Work order
Find all lines in the records that include the word "overflow", and copy them out.

Items listed in a dataset
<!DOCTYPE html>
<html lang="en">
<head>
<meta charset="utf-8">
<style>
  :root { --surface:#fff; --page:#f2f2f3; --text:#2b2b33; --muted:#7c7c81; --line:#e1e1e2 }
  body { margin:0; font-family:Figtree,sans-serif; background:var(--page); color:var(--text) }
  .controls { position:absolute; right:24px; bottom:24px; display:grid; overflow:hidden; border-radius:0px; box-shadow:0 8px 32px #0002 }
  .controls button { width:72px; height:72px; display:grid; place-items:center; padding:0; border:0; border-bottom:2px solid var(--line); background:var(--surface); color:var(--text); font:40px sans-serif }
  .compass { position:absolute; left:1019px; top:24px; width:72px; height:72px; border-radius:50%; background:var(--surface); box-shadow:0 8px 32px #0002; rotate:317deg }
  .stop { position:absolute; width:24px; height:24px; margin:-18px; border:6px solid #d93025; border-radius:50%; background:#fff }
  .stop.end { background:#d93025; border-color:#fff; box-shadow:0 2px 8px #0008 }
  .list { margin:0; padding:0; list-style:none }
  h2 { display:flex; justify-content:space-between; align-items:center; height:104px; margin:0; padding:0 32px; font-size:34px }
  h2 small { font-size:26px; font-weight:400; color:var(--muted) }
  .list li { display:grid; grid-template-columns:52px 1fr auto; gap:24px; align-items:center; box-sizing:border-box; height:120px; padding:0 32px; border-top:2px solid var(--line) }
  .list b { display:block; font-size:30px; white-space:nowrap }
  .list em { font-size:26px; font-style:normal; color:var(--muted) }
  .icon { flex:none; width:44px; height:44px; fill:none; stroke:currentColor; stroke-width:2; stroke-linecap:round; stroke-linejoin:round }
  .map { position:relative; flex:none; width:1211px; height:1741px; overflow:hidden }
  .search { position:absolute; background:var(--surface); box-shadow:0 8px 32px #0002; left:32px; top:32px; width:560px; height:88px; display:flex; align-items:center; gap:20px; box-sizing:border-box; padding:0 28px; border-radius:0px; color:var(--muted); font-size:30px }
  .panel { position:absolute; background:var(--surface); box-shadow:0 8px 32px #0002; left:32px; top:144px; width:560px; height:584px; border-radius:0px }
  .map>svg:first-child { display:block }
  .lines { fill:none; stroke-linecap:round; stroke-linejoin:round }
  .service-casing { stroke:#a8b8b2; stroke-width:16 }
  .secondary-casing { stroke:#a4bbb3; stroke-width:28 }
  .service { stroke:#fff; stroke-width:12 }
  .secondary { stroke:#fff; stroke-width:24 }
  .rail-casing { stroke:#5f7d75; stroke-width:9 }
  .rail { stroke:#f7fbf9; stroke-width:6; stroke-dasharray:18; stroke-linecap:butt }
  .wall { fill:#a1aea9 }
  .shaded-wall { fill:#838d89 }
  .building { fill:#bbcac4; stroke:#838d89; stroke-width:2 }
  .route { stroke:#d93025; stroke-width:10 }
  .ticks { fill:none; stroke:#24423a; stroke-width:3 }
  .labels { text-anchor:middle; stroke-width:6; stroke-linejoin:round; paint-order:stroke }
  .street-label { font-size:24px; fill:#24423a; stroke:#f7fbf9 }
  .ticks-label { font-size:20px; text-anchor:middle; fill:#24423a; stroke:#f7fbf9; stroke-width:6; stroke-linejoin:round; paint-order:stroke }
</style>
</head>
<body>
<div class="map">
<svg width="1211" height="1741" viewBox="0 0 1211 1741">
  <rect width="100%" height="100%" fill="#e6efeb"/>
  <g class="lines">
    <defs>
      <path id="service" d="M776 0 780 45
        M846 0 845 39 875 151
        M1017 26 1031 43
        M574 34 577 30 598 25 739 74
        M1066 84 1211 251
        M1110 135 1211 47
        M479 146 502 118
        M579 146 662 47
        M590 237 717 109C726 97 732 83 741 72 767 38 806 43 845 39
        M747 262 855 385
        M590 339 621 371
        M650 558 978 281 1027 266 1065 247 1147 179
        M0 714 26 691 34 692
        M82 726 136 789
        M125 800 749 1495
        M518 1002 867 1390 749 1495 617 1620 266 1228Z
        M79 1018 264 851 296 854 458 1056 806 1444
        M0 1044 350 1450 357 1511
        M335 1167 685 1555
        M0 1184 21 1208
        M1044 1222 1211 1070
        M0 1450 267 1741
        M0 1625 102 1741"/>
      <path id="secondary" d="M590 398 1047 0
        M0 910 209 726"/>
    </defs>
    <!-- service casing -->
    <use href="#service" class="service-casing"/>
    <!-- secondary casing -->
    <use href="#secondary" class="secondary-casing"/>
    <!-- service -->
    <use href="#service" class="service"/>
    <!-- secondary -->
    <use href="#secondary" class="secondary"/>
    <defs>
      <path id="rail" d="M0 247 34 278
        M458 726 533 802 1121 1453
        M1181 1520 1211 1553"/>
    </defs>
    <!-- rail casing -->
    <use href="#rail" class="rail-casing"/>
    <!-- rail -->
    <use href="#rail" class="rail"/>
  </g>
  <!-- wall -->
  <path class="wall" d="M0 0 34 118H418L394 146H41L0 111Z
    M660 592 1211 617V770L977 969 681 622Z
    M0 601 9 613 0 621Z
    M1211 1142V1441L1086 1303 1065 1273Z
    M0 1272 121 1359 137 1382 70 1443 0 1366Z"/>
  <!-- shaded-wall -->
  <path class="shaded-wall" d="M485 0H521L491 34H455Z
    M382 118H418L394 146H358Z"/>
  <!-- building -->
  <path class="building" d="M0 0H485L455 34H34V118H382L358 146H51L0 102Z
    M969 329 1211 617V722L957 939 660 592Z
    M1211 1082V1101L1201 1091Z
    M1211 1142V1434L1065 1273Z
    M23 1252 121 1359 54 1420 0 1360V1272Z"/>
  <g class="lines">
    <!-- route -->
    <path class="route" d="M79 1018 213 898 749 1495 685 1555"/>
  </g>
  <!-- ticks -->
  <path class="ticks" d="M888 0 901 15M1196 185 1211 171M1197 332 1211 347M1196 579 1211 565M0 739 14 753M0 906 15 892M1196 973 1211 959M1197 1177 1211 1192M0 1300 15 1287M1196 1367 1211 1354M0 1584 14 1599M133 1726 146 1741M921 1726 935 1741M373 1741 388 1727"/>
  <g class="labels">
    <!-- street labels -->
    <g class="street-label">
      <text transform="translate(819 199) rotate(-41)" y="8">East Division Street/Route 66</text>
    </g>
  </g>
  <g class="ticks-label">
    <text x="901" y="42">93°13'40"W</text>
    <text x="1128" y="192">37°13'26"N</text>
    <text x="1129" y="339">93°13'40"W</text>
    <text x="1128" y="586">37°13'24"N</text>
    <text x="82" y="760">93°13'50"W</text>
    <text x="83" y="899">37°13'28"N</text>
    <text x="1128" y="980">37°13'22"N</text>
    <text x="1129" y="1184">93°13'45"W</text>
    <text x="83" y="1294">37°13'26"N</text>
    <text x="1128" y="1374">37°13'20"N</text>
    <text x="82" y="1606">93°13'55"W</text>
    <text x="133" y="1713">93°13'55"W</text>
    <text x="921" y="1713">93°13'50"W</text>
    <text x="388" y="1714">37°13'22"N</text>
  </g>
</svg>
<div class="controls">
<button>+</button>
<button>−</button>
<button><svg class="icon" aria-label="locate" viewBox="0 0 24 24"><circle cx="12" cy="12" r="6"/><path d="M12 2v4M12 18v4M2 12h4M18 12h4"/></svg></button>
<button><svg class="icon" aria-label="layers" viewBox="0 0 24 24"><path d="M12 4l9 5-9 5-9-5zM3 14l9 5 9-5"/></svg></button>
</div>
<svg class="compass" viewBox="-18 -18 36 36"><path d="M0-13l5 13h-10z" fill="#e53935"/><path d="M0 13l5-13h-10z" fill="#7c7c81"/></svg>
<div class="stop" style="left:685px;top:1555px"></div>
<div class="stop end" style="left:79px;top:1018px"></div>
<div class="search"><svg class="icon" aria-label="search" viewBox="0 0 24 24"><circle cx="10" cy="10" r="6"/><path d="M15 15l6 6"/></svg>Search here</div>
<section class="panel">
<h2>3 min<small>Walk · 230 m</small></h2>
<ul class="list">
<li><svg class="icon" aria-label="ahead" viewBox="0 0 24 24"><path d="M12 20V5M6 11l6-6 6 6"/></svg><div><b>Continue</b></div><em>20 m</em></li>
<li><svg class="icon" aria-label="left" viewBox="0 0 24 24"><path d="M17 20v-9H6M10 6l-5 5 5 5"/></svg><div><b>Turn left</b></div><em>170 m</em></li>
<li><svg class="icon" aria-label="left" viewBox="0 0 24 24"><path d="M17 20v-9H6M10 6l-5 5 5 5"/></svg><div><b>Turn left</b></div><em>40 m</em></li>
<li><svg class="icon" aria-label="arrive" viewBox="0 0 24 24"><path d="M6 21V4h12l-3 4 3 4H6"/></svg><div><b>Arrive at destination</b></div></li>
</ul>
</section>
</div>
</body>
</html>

Exercise answer
  .controls { position:absolute; right:24px; bottom:24px; display:grid; overflow:hidden; border-radius:0px; box-shadow:0 8px 32px #0002 }
  .map { position:relative; flex:none; width:1211px; height:1741px; overflow:hidden }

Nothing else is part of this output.